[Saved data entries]
---

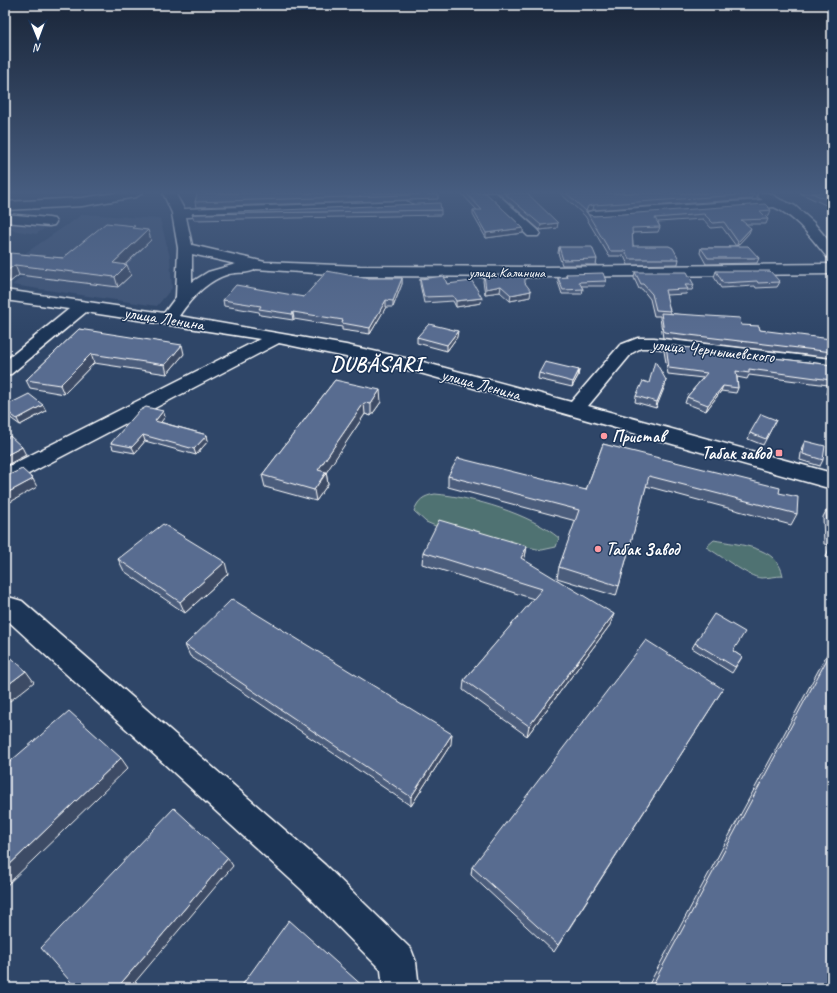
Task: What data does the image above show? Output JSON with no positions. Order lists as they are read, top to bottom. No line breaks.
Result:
{"streets":{"street":["улица Калинина","улица Ленина","улица Чернышевского"]},"crossings":[["улица Ленина","улица Чернышевского"]],"districts":["DUBĂSARI"],"places":{"other":["Пристав","Табак Завод"],"transit":["Табак завод"]},"north":"bottom"}
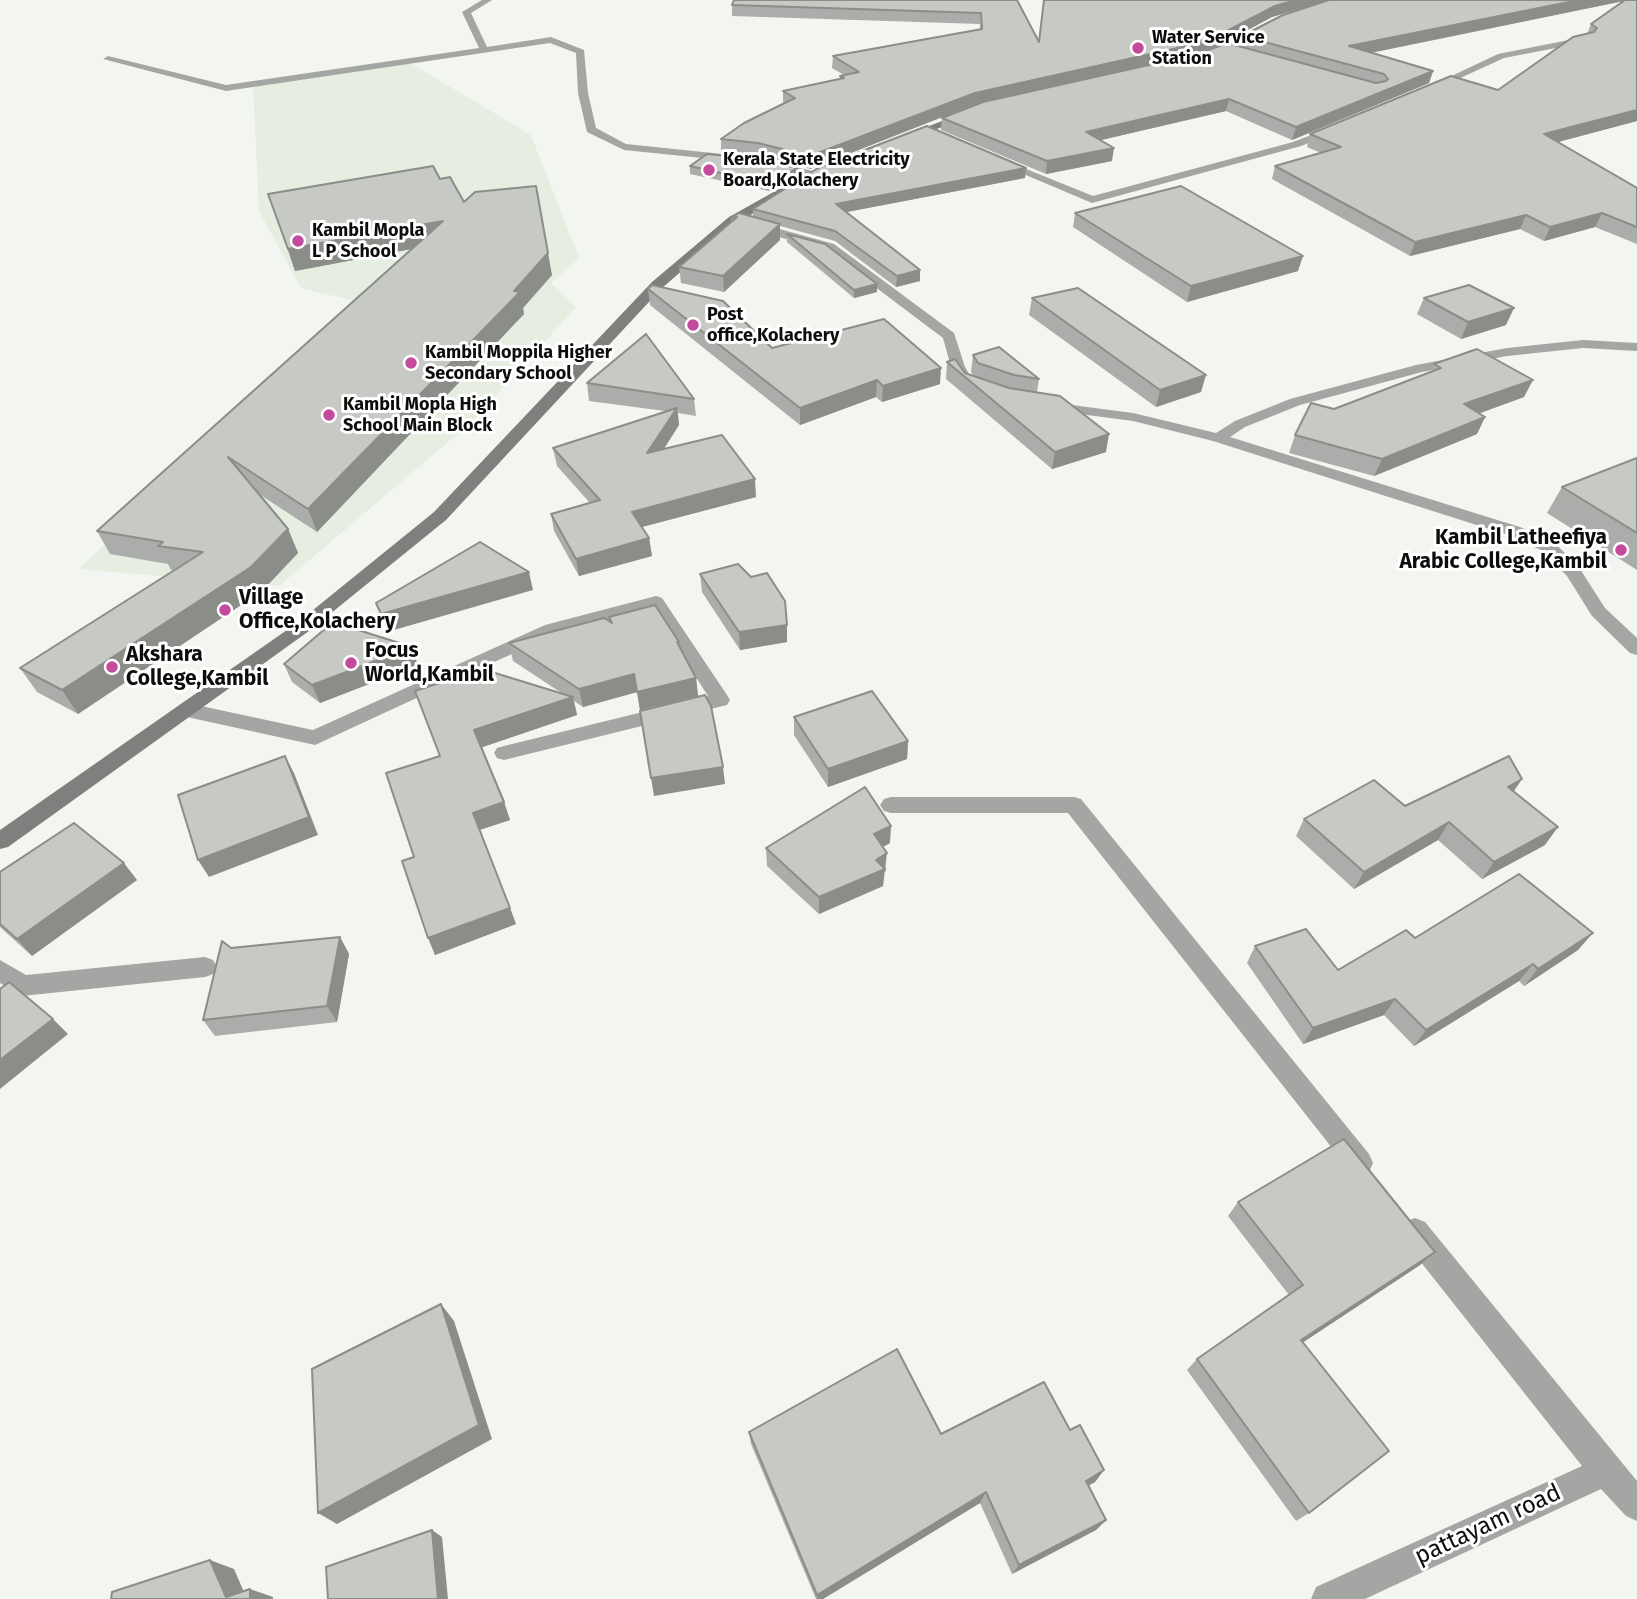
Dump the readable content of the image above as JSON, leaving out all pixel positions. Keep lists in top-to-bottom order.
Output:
{
  "streets": {
    "street": ["pattayam road"]
  },
  "places": [
    "Water Service Station",
    "Kerala State Electricity Board,Kolachery",
    "Kambil Mopla L P School",
    "Post office,Kolachery",
    "Kambil Moppila Higher Secondary School",
    "Kambil Mopla High School Main Block",
    "Kambil Latheefiya Arabic College,Kambil",
    "Village Office,Kolachery",
    "Focus World,Kambil",
    "Akshara College,Kambil"
  ]
}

---

Tell how many lines in the entries contain the string "above", and give nothing beyond the number.

2